Considerations for MindSpore Network Authoring
----------------------------------------------

During MindSpore network implementation, there are some problem-prone
areas. When you encounter problems, please prioritize troubleshooting
for the following situations:

1. The MindSpore operator is used in data processing.
   Multi-threaded/multi-process is usually in the data processing
   process, so there is a limitation of using MindSpore operators in
   this scenario. It is recommended to use a three-party implemented
   operation as an alternative in the data processing process, such as
   numpy, opencv, pandas, PIL.
2. Slicing operation. When it comes to slicing a Tensor, note that
   whether subscript of the slice is a variable. When it is a variable,
   there will be restrictions.

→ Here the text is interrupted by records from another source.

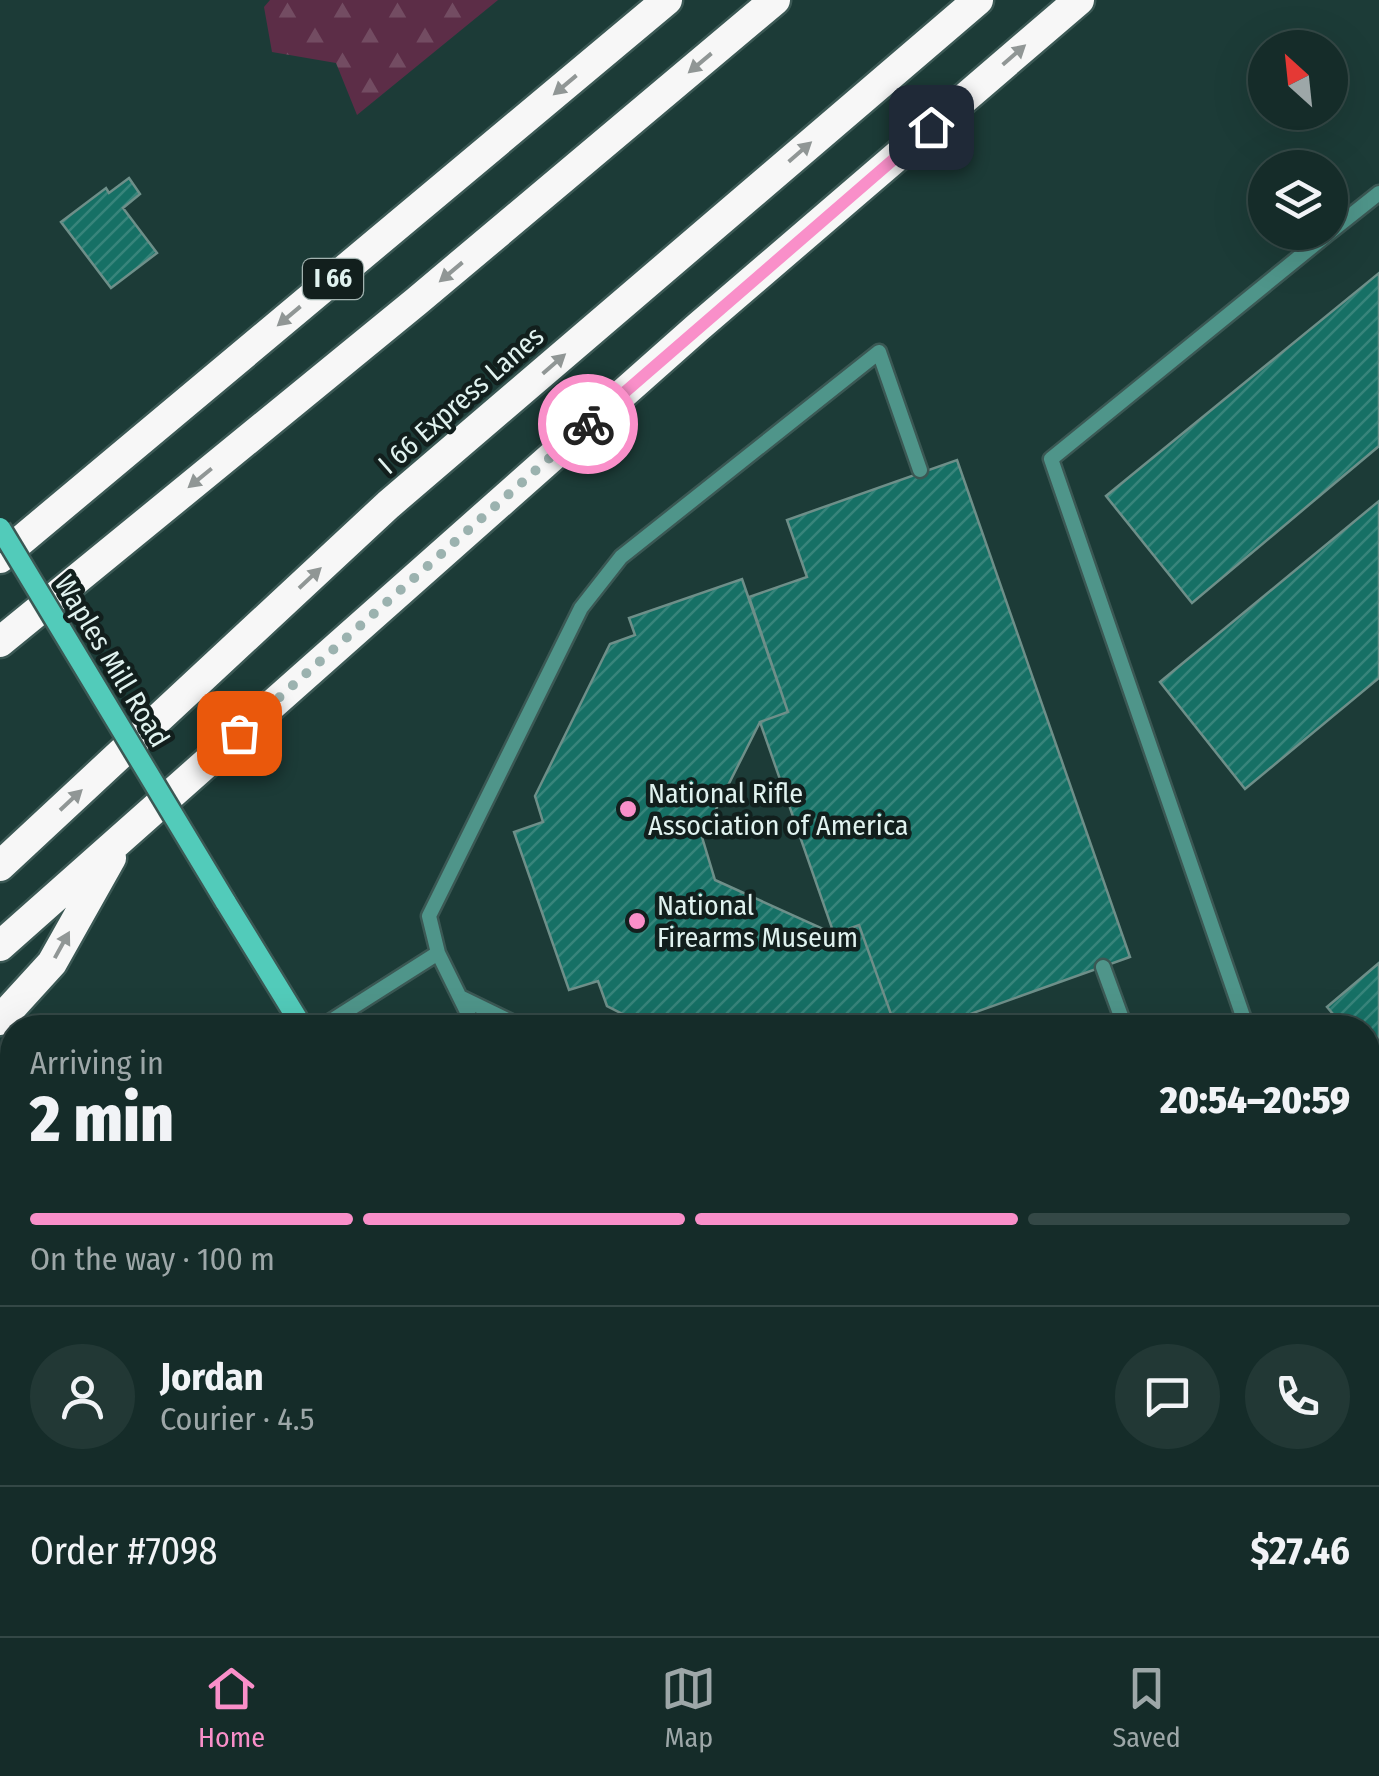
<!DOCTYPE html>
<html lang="en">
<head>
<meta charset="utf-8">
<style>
  :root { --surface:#152c29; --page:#223835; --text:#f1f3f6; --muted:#9da7a8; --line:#344846; --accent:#f98fc9 }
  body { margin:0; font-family:"Fira Sans Condensed",sans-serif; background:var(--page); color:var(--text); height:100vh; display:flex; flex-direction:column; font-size:38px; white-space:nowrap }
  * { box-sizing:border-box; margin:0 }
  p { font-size:32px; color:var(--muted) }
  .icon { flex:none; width:55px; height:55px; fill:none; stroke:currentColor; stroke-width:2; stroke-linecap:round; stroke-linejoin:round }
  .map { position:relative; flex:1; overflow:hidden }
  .side { position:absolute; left:0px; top:1015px; width:1380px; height:622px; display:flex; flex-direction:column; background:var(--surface); border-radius:40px 40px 0 0; box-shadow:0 10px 40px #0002,0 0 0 2px var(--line) }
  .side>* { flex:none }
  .needle { width:65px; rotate:333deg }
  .buttons { position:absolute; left:1248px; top:30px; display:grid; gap:20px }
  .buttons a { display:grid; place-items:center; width:100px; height:100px; border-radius:50%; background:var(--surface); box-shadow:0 10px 40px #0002,0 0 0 2px var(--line); font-size:50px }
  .pin { position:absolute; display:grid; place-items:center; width:85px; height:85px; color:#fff; margin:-42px; border-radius:20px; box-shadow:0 5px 15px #0006 }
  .courier { position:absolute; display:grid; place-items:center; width:100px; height:100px; margin:-50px; border:8px solid #f98fc9; border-radius:50%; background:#fff; color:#222; box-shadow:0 2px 12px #0007 }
  .summary em { font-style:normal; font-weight:800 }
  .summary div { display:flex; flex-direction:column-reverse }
  .summary { display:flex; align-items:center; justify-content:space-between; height:170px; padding:0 30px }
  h1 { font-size:65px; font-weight:800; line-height:75px }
  .bar { display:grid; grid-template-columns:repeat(4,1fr); gap:15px 10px; align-content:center; height:120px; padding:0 30px }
  .bar i { height:12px; border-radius:8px; background:var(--line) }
  .bar .active { background:var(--accent) }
  .bar p { grid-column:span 4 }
  .line { display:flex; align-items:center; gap:25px; padding:0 30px; border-top:2px solid var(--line) }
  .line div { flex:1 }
  .round { display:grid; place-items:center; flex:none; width:105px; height:105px; border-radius:52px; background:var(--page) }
  .tabs { display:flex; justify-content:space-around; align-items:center; height:140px; border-top:2px solid var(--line); background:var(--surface); font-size:28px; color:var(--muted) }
  .tabs a { display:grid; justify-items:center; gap:5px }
  .tabs .active { color:var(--accent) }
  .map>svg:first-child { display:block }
  .forest { fill:url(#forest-firs) }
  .building { fill:url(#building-hatch); stroke:#6e8f89; stroke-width:2.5 }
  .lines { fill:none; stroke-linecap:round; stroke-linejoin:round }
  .lane-casing { stroke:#3b5854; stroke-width:19 }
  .street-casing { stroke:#3b5854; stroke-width:25 }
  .secondary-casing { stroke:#3b5854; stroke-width:25 }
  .highway-casing { stroke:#3b5854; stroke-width:35 }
  .lane { stroke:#4f958a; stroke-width:14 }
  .street { stroke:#4f958a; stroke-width:20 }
  .secondary { stroke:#52cbba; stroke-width:20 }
  .highway { stroke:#f7f7f7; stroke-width:30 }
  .secondary-bridge-casing { stroke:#3b5854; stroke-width:25; stroke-linecap:butt }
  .secondary-bridge { stroke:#52cbba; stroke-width:20 }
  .oneway { fill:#909695 }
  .done { stroke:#9bb2af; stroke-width:10; stroke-dasharray:0 18 }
  .route { stroke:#f98fc9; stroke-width:12 }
  .poi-dot { fill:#f98fc9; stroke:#121f1d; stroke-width:4 }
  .labels { text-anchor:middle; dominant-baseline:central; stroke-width:9; stroke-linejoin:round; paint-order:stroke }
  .shield { fill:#121f1d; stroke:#a2b3b0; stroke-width:2.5 }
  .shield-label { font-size:25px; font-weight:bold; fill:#e0f2ef }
  .street-label { font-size:28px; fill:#e0f2ef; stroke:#121f1d }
  .poi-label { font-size:28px; fill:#e0f2ef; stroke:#121f1d; text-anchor:start }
</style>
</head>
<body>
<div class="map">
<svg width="1379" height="1636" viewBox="0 0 1379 1636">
  <defs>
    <pattern id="forest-firs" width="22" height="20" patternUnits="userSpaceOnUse" patternTransform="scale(2.5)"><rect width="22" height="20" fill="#5c2d47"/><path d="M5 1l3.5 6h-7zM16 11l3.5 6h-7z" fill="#734c62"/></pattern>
    <pattern id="building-hatch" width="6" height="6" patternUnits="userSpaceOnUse" patternTransform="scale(2.5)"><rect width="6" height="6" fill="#167065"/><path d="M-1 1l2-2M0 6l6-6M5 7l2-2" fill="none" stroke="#38857b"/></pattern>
  </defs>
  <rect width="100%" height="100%" fill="#1c3b37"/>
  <!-- forest -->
  <path class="forest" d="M270 0H498L357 115 336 63 272 52 264 7Z"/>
  <!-- building -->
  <path class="building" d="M129 178 140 194 123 208 157 253 111 288 61 222 106 188 109 193Z
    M1379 273V446L1192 603 1106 496Z
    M957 460 1130 957 931 1028H896L859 925 834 934 760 722 788 712 749 597 807 577 787 520Z
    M1379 501V678L1245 789 1160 682Z
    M742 579 788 712 760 722 702 837 715 880 834 934 859 925 896 1028H650L607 1006 598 981 569 990 514 832 543 822 535 796 610 644 635 635 629 618Z
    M1379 963V1068L1368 1054V1028H1345L1327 1007Z
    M12 1411V1532L0 1521V1425Z"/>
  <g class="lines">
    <!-- lane casing -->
    <g class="lane-casing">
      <path id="lane" d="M1330 232 1379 193
        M460 997 524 1028
        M320 1028 438 953
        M475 1028 438 953 429 916 581 608 621 557 879 352 920 470
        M1100 1028 1122 1019 1103 967
        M1247 1028 1051 459 1330 232
        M1375 1118 1379 1124
        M1368 1335 1379 1325
        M1368 1378 1379 1411
        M507 1625 515 1636
        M821 1625 829 1636
        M1343 1625 1347 1636
        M281 1636 290 1625
        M397 1636 411 1625
        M1056 1636 1133 1625"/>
    </g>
    <!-- street casing -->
    <g class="street-casing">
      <path id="street" d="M155 1636 164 1625"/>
    </g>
    <!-- secondary casing -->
    <g class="secondary-casing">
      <path id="secondary" d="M225 901 303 1028
        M664 1625 672 1636"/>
    </g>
    <!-- highway casing -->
    <g class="highway-casing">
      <path id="highway" d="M0 558 667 0
        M0 642 417 301 775 0
        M0 866 388 505 978 0
        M0 946 697 328 1079 0
        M0 1020 52 963 111 858"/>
    </g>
    <!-- lane -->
    <use href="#lane" class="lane"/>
    <!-- street -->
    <use href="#street" class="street"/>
    <!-- secondary -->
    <use href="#secondary" class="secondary"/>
    <!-- highway -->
    <use href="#highway" class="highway"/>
    <!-- secondary-bridge casing -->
    <g class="secondary-bridge-casing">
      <path id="secondary-bridge" d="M0 528 225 901"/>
    </g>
    <!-- secondary-bridge -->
    <use href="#secondary-bridge" class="secondary-bridge"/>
  </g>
  <!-- one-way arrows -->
  <defs><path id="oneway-solid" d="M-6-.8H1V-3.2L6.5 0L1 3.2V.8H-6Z" transform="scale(2.5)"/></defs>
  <g class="oneway">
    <use href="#oneway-solid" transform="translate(1014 55) rotate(-41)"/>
    <use href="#oneway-solid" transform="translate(700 63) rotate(140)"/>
    <use href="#oneway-solid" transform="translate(565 85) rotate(140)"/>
    <use href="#oneway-solid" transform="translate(800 152) rotate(-41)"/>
    <use href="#oneway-solid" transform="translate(451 272) rotate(140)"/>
    <use href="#oneway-solid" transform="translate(289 316) rotate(140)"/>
    <use href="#oneway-solid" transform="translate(554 364) rotate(-41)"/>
    <use href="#oneway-solid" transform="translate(200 478) rotate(141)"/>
    <use href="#oneway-solid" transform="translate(310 578) rotate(-43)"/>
    <use href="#oneway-solid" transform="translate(71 800) rotate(-43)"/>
    <use href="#oneway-solid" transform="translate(62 945) rotate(-61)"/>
  </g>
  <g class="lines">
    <!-- done -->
    <path class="done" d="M239 733 588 424"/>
    <!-- route -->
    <path class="route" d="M588 424 931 127"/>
  </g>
  <!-- markers -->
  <g class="poi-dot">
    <circle cx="628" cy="809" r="10"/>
    <circle cx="637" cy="921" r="10"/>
  </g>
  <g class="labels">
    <!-- shield labels -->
    <rect class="shield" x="303" y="259" width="60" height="40" rx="8"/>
    <g class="shield-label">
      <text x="333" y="279">I 66</text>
    </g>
    <!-- street labels -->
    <g class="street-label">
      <text transform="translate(461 400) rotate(-41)">I 66 Express Lanes</text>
      <text transform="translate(112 661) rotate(59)">Waples Mill Road</text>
    </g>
    <!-- poi labels -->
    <g class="poi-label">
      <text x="648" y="793">National Rifle<tspan x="648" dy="32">Association of America</tspan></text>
      <text x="657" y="905">National<tspan x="657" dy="32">Firearms Museum</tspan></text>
    </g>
  </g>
</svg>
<div class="buttons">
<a><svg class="needle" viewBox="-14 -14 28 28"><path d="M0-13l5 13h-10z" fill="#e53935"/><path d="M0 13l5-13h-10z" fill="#9da7a8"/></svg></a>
<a><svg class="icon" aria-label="layers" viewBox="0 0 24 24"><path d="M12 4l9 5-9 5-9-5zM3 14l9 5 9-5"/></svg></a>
</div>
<div class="pin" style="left:239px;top:733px;background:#ea580c"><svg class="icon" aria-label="bag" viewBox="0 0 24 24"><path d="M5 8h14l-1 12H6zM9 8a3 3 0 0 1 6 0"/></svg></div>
<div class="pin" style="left:931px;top:127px;background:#1f2937"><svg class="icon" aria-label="home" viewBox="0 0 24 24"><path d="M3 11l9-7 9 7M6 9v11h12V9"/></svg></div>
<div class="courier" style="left:588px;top:424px"><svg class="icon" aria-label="bike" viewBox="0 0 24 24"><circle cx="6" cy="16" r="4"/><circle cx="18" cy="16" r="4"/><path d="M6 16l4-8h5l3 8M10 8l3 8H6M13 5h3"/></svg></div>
<section class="side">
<div class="summary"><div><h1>2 min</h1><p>Arriving in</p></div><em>20:54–20:59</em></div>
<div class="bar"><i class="active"></i><i class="active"></i><i class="active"></i><i></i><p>On the way · 100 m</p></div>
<div class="line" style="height:180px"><a class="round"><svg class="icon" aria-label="person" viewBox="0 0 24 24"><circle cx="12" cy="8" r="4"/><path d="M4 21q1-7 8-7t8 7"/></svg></a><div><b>Jordan</b><p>Courier · 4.5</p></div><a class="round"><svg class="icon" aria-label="chat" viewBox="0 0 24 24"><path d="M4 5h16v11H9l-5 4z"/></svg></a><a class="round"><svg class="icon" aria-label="phone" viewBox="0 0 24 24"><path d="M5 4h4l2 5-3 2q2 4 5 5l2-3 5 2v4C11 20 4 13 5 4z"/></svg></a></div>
<div class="line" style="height:130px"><div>Order #7098</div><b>$27.46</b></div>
</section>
</div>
<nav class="tabs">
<a class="active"><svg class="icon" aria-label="home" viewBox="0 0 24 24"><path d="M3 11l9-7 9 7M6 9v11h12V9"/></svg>Home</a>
<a><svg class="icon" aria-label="map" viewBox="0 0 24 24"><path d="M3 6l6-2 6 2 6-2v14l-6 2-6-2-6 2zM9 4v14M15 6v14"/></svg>Map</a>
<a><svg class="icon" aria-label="saved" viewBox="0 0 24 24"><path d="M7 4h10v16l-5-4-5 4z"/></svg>Saved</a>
</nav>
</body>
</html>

Please refer to `network body and loss
   building <https://www.mindspore.cn/docs/en/r2.3.1/migration_guide/model_development/model_and_cell.html>`__
   for dynamic shape mitigation.
3. Customized mixed precision conflicts with ``amp_level`` in Model, so
   don't set ``amp_level`` in Model if you use customized mixed
   precision.
4. In Ascend environment, Conv, Sort and TopK can only be float16, and
   add `loss
   scale <https://www.mindspore.cn/tutorials/zh-CN/r2.3.1/advanced/mixed_precision.html>`__
   to avoid overflow.
5. In the Ascend environment, operators with the stride property such as
   Conv and Pooling have rules about the length of the stride, which
   needs to be mitigated.
6. In a distributed environment, seed must be added to ensure that the
   initialized parameters of multiple cards are consistent.
7. In the case of using list of Cell or list of Parameter in the
   network, please convert the list to
   `CellList <https://www.mindspore.cn/docs/en/r2.3.1/api_python/nn/mindspore.nn.CellList.html>`__,
   `SequentialCell <https://www.mindspore.cn/docs/en/r2.3.1/api_python/nn/mindspore.nn.SequentialCell.html>`__,
   and
   `ParameterTuple <https://www.mindspore.cn/docs/en/r2.3.1/api_python/mindspore/mindspore.ParameterTuple.html>`__
   in ``init``.

.. code:: python

   # Define the required layers for graph construction in init, and don't write it like this
   self.layer = [nn.Conv2d(1, 3), nn.BatchNorm(3), nn.ReLU()]

   # Need to encapsulate as CellList or SequentialCell
   self.layer = nn.CellList([nn.Conv2d(1, 3), nn.BatchNorm(3), nn.ReLU()])
   # Or
   self.layer = nn.SequentialCell([nn.Conv2d(1, 3), nn.BatchNorm(3), nn.ReLU()])